Après les routes kenyanes ou l’enfer de Sing Sing, Ted Conover, grande figure du journalisme immersif, jette l’ancre au cœur de l’Amérique des laissés-pour-compte.

C’est sa première nuit dans la caravane. Ted l’a acquise pour pas grand-chose, et l’a garée dans un coin perdu du Colorado, la vallée de San Luis.

Il n’y a pas tout le confort, loin de là, mais la tôle du mobil-home le protègera au moins des coyotes affamés, du puma légendaire, des rafales de vent glacé et des fous de la gâchette qui peuplent cette zone immense et délaissée des Etats-Unis. Le voilà qui s’endort. Manque de pot, le chauffage s’éteint.

A l’intérieur, il fait – 20 °C. Peut-être – 30 °C à l’extérieur. Mais le pire est à venir.

Au matin, avec la condensation, il a gelé dans l’habitacle. Impossible de sortir, car la porte est bloquée. Bien sûr, Conover en a vu d’autres.

Il a passé un an à Sing Sing où il s’est fait engager comme gardien pour écrire un livre sur la prison. Il a sillonné les États-Unis avec les hobos modernes à bord de trains de marchandises, rien que pour avoir le dos en compote et pouvoir le raconter.

Il a partagé pendant plusieurs semaines le quotidien des chauffeurs de camions kenyans, et vécu l’enfer des clandestins mexicains qui cherchaient à passer la frontière dans les années 1980.

Un bout de terre pour presque rien.

Qu’est-ce qui pousse les gens à s’installer au fin fond de cette cambrousse américaine ? « Il y a des montagnes des deux côtés de la vallée », raconte Ted Conover lors d’un récent séjour à Paris, « ce qui donne une impression d’enfermement, mais aussi d’espace infini, presque comme si les montagnes berçaient l’espace entre elles. Et ce qui est le plus important, c’est que vous pouvez y acheter un bout de terre pour presque rien. Pourquoi ? Parce que rien n’est facile. Il n’y a pas d’eau, pas d’électricité, pas d’égouts ni de services gouvernementaux. C’est bon marché parce qu’il faut tout faire soi-même ».

Lorsqu’il débarque pour la première fois dans ce territoire qui ressemble à la surface de la Lune, les carcasses de voitures abandonnées en plus, Conover comprend qu’il faut être complètement dingue pour y faire l’emplette d’un bout de terrain.

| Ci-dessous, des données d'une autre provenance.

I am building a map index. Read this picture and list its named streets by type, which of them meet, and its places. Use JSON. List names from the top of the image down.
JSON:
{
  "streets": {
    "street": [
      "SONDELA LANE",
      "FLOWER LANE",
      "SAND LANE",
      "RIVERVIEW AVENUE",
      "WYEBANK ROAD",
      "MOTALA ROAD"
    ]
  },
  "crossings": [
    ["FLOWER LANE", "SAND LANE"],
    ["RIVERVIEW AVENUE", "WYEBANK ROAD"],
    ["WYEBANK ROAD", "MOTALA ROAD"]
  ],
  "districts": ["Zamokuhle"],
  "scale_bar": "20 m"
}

C’est pourtant ce qu’il fait. Et les ennuis commencent : il faut, déjà, montrer patte blanche. Les locaux n’ont pas choisi cette région par hasard. La moitié ne porte pas l’humanité dans son cœur, et l’autre a quelque chose à cacher. Ils sont tous surarmés, et leurs chiens, si vous vous approchez, vous reluquent avec appétit, comme un viandard considère un steak chez le boucher.

Tout cela n’est encore rien. Le vent souffle si fort qu’il peut vous rendre dingue. Pas grave, car vous l’êtes déjà — vous auriez acheté ailleurs sinon. Mais les nuits étoilées sont à couper le souffle et, aux dires des autochtones, il suffit de le vouloir très fort pour surprendre, tout là-haut, un ovni scintillant en mode patrouille de France.

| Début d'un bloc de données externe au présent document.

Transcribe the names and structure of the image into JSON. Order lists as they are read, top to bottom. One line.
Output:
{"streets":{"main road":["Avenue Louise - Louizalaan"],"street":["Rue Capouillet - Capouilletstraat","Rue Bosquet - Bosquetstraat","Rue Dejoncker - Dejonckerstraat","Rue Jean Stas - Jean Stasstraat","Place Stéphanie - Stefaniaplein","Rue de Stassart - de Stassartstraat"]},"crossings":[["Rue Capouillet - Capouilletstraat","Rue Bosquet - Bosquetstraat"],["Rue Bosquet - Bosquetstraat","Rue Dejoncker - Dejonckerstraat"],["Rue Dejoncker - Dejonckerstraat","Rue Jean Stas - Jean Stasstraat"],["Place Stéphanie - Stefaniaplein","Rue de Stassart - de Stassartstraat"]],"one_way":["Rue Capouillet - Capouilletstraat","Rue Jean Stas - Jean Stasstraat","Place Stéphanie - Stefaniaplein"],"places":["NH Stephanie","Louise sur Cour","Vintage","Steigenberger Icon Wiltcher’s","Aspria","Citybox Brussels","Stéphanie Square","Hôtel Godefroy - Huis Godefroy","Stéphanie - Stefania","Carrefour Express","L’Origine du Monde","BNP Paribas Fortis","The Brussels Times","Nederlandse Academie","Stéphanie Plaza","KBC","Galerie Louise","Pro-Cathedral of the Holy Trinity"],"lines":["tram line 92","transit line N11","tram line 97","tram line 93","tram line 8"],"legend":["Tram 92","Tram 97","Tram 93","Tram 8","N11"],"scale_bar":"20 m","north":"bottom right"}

Lorsqu’il ne vit pas dans sa caravane, Ted Conover mène la vie d’un homme civilisé. Il enseigne à New York, et publie dans les meilleurs magazines du pays. Il n’est pas sûr qu’il puisse changer une ampoule, et absolument certain que, pour gonfler un pneu de vélo, il appellera quelqu’un à la rescousse.

L’avantage d’avoir acheté une maison de campagne chez « les ploucs du Colorado », c’est qu’on ne peut pas y faire de vélo (trop de zef) et que le premier voisin est invisible à l’œil nu. Si, tout de même : il y a les Gruber.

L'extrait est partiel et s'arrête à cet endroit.